--- Data section Enclosed Below ---

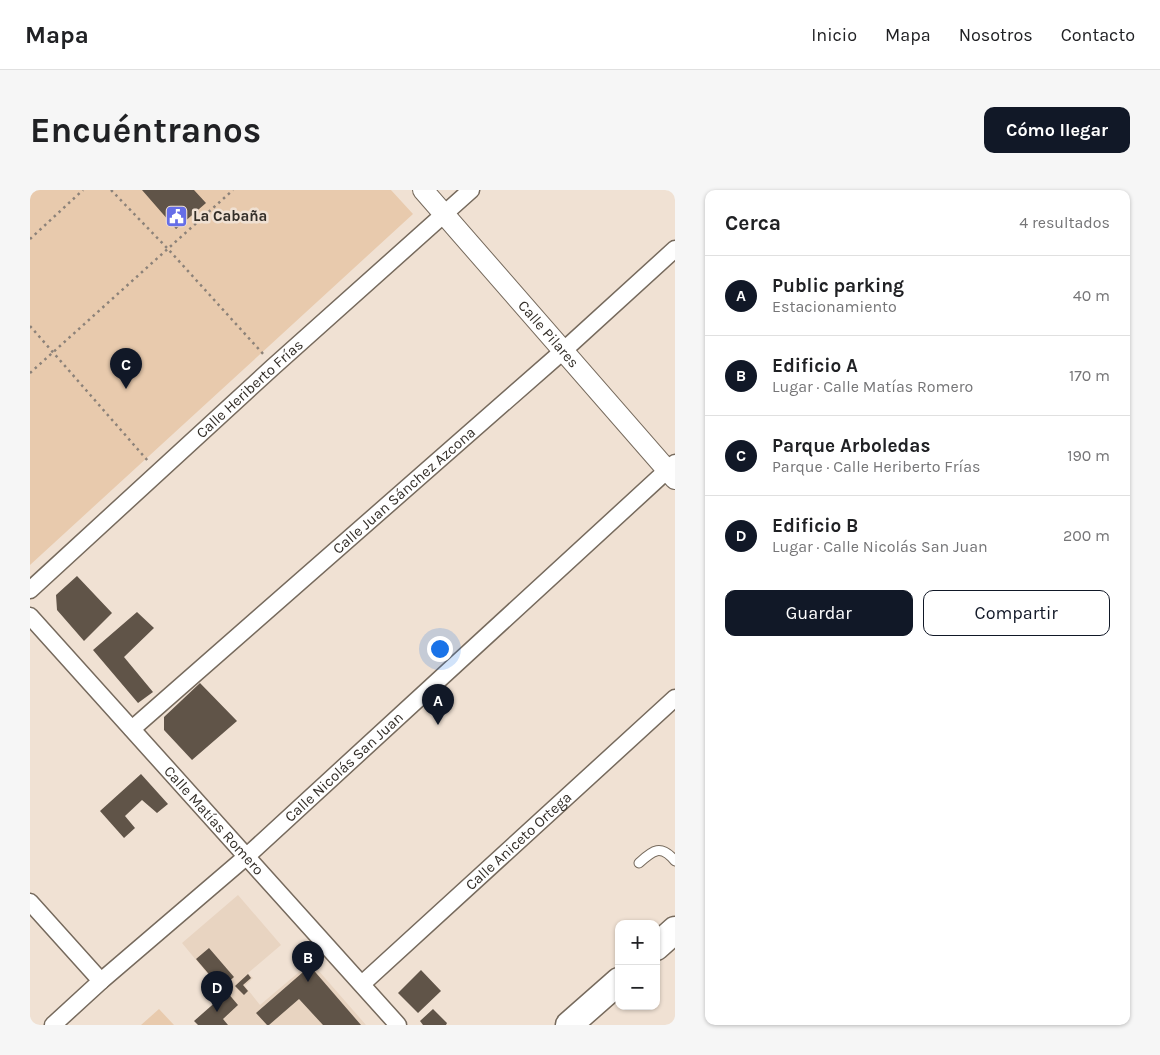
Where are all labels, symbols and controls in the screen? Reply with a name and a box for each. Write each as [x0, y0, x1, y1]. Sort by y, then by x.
text: Mapa [25, 21, 89, 49]
text: Inicio [811, 24, 857, 46]
text: Mapa [885, 24, 931, 46]
text: Nosotros [959, 24, 1033, 46]
text: Contacto [1061, 24, 1135, 46]
button: Cómo llegar [984, 107, 1130, 153]
text: Encuéntranos [30, 110, 261, 151]
public building icon: La Cabaña [165, 204, 189, 228]
place label: La Cabaña [193, 207, 267, 225]
text: Cerca [725, 211, 781, 235]
text: 4 resultados [1019, 213, 1110, 232]
text: Public parking [772, 275, 904, 297]
text: A [736, 286, 746, 305]
text: 40 m [1073, 286, 1110, 305]
street label: Calle Pilares [514, 297, 583, 371]
text: Estacionamiento [772, 297, 897, 316]
street label: Calle Heriberto Frías [193, 335, 307, 442]
pin: C [110, 348, 142, 389]
text: Edificio A [772, 355, 858, 377]
text: B [736, 366, 746, 385]
text: 170 m [1069, 366, 1110, 385]
text: Lugar · Calle Matías Romero [772, 377, 973, 396]
street label: Calle Juan Sánchez Azcona [329, 423, 479, 558]
text: Parque Arboledas [772, 435, 930, 457]
text: C [736, 446, 746, 465]
text: 190 m [1067, 446, 1110, 465]
text: Parque · Calle Heriberto Frías [772, 457, 980, 476]
text: Edificio B [772, 515, 858, 537]
text: D [736, 526, 746, 545]
text: 200 m [1063, 526, 1110, 545]
text: Lugar · Calle Nicolás San Juan [772, 537, 988, 556]
button: Guardar [725, 590, 913, 636]
button: Compartir [923, 590, 1110, 636]
your location [427, 636, 453, 662]
pin: A [422, 684, 454, 725]
street label: Calle Nicolás San Juan [281, 708, 407, 826]
street label: Calle Matías Romero [160, 762, 268, 879]
street label: Calle Aniceto Ortega [462, 788, 575, 894]
map controls [615, 920, 660, 1010]
button: + [615, 920, 660, 965]
pin: B [292, 941, 324, 982]
button: − [615, 965, 660, 1010]
pin: D [201, 971, 233, 1012]

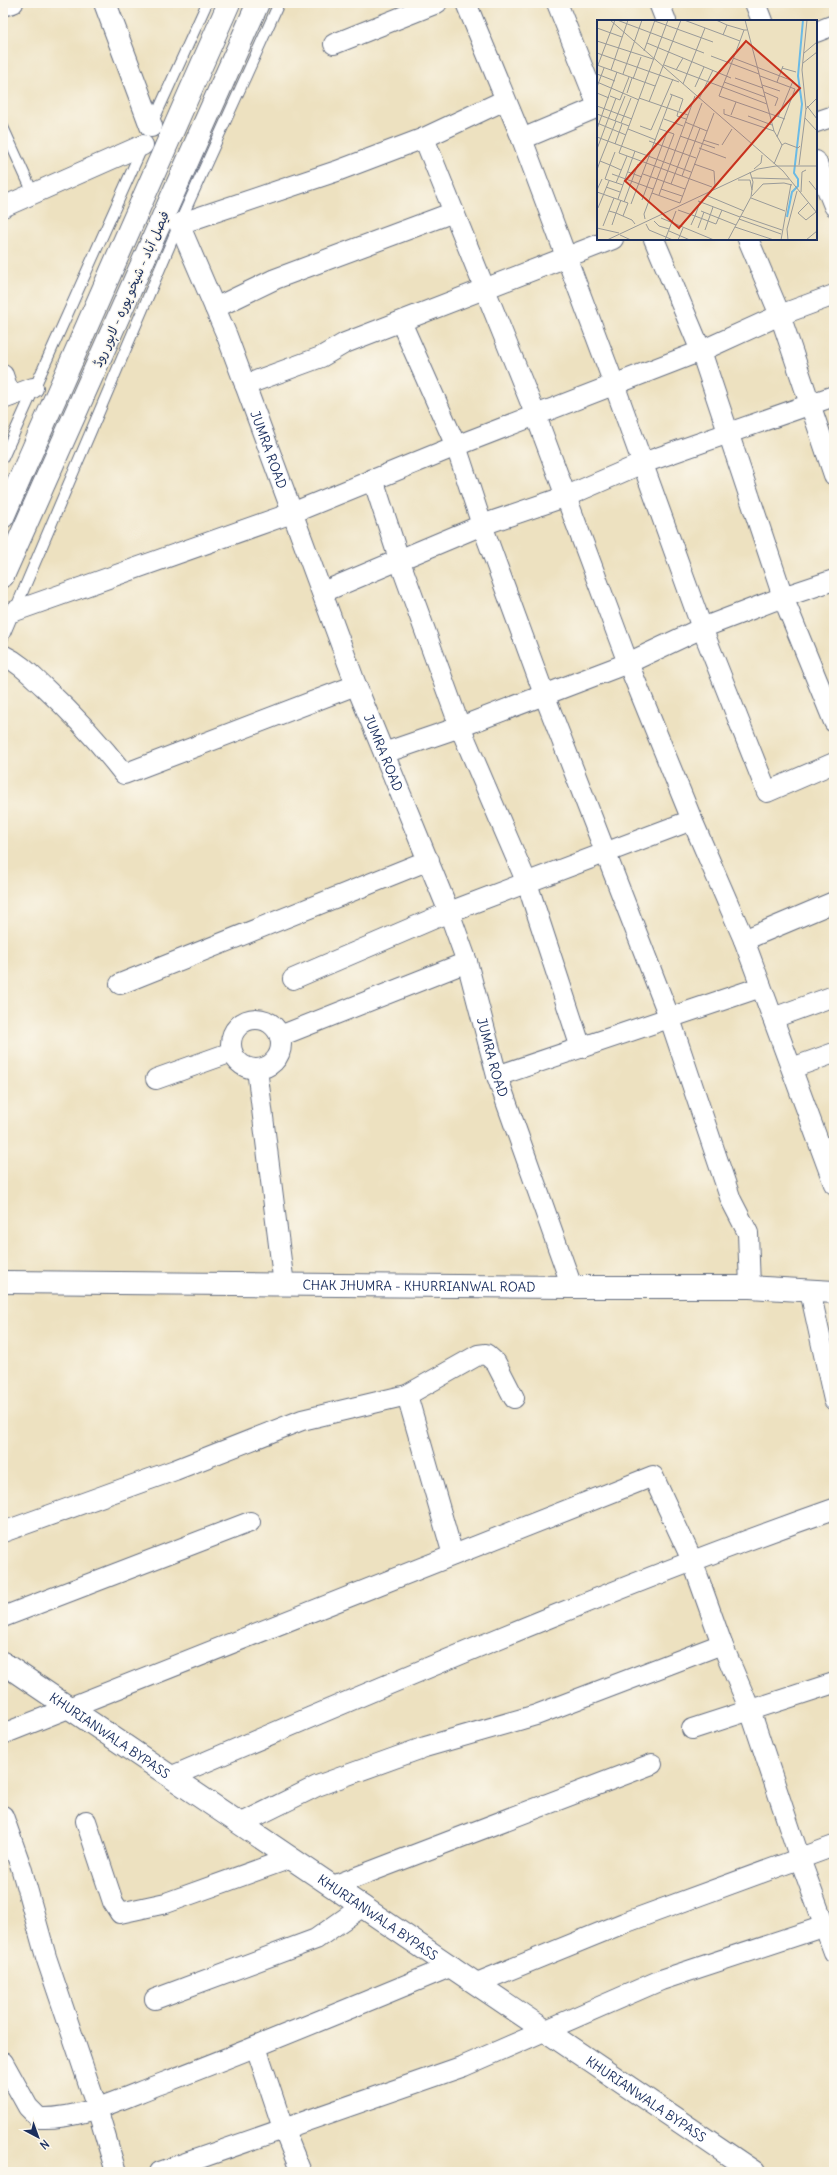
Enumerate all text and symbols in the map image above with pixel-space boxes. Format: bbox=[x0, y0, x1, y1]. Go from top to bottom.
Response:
inset map bbox=[597, 20, 817, 240]
street label: فیصل آباد - شیخو پورہ - لاہور روڈ bbox=[89, 208, 174, 370]
street label: JUMRA ROAD bbox=[247, 408, 291, 491]
street label: JUMRA ROAD bbox=[360, 711, 407, 794]
street label: JUMRA ROAD bbox=[473, 1015, 512, 1099]
street label: CHAK JHUMRA - KHURRIANWAL ROAD bbox=[302, 1276, 536, 1295]
street label: KHURIANWALA BYPASS bbox=[46, 1689, 173, 1782]
street label: KHURIANWALA BYPASS bbox=[315, 1870, 441, 1964]
street label: KHURIANWALA BYPASS bbox=[583, 2052, 710, 2146]
north arrow bbox=[18, 2117, 58, 2157]
text: N bbox=[37, 2137, 52, 2152]

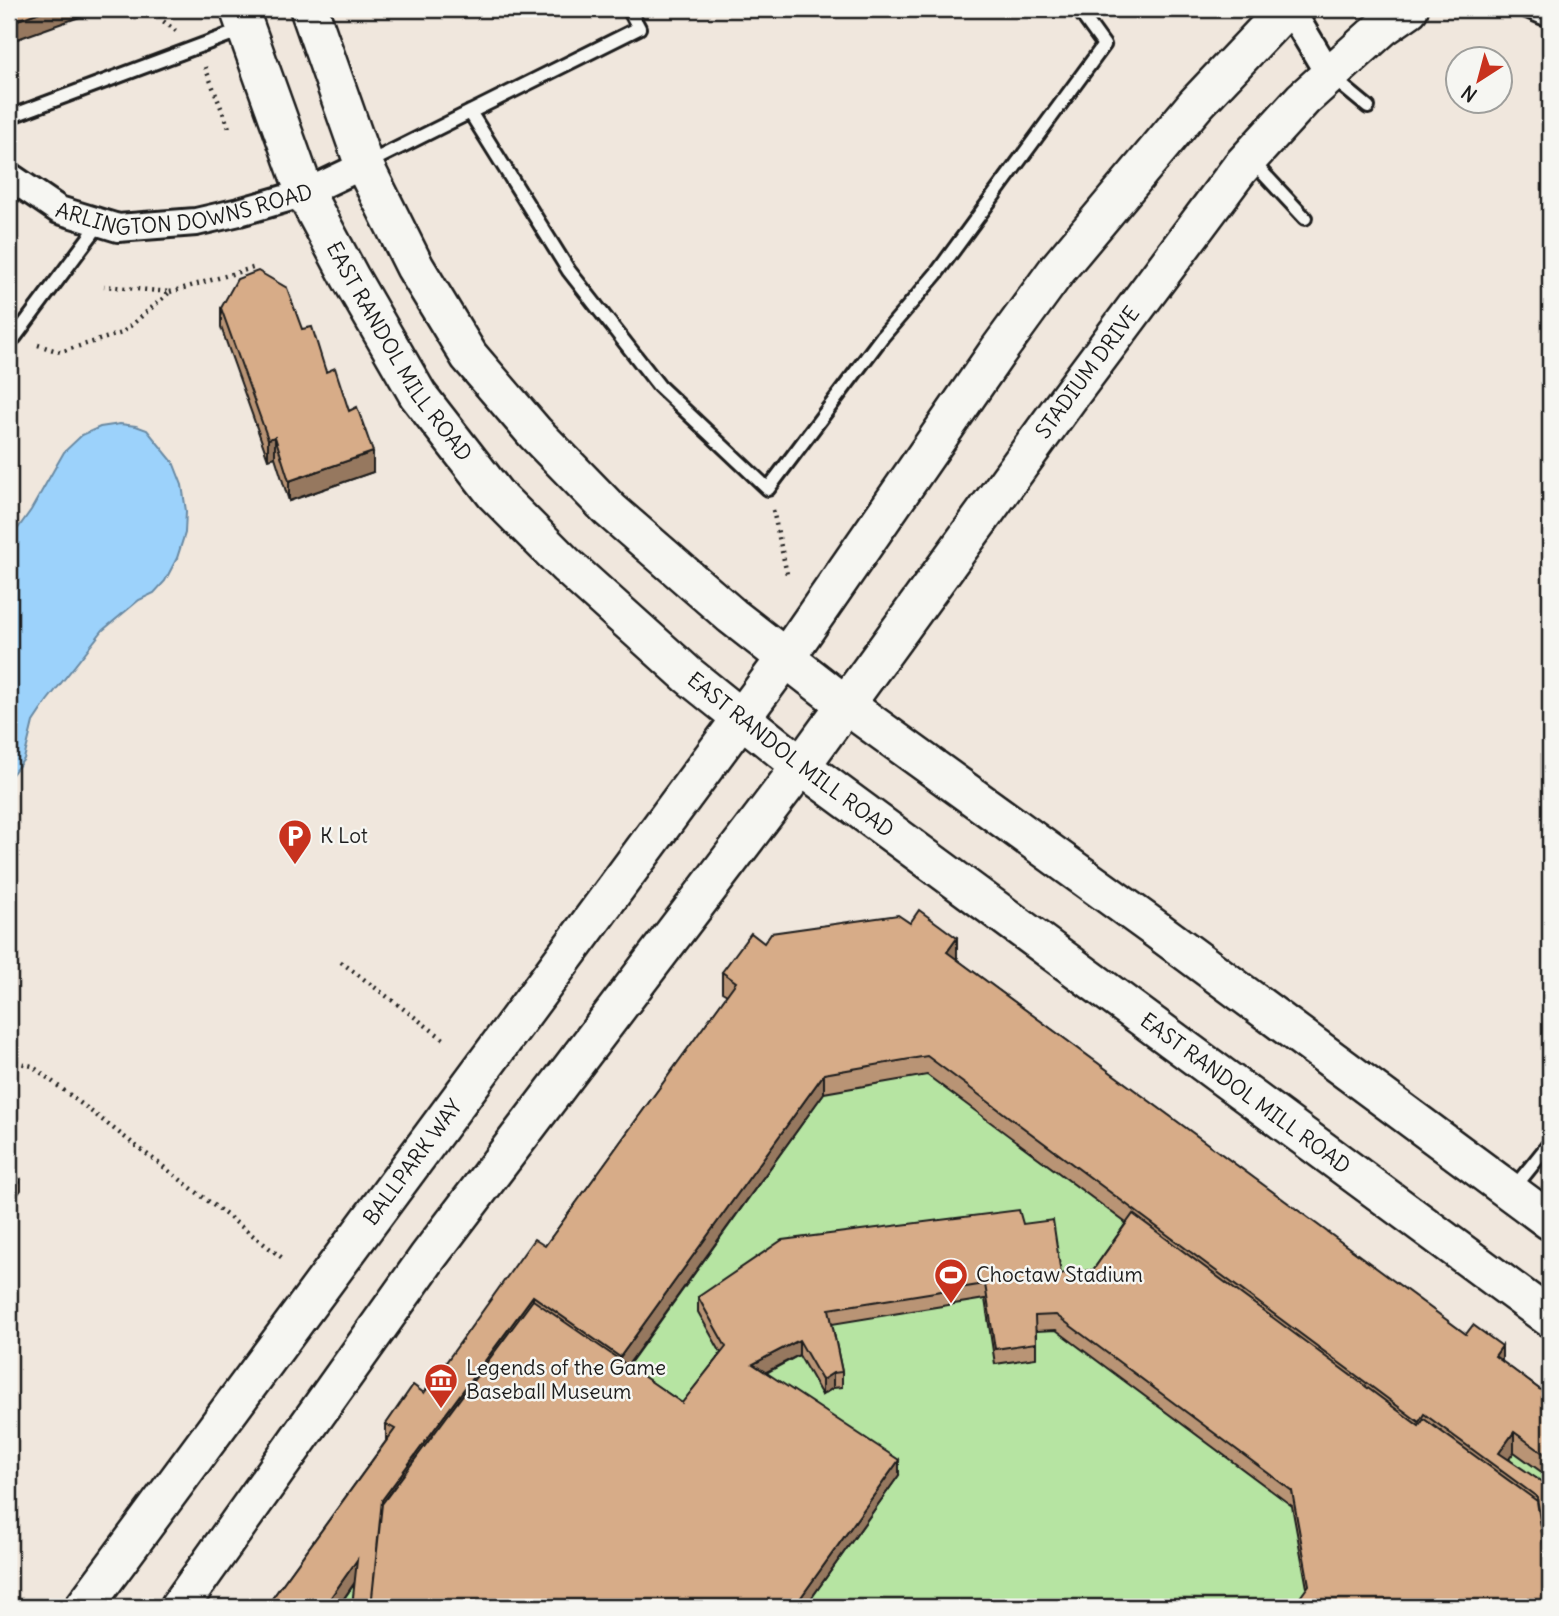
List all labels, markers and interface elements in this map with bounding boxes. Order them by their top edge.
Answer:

--- End of Enclosed Data section ---

Show all lines of the material in which the word "boxes" can be found.

### Exercise response
Enumerate all text and symbols in the map image above with pixel-space boxes. Format: bbox=[x0, y0, x1, y1]. Go from top to bottom.
List all labels, markers and interface elements in this map with bounding boxes. Order them by their top edge.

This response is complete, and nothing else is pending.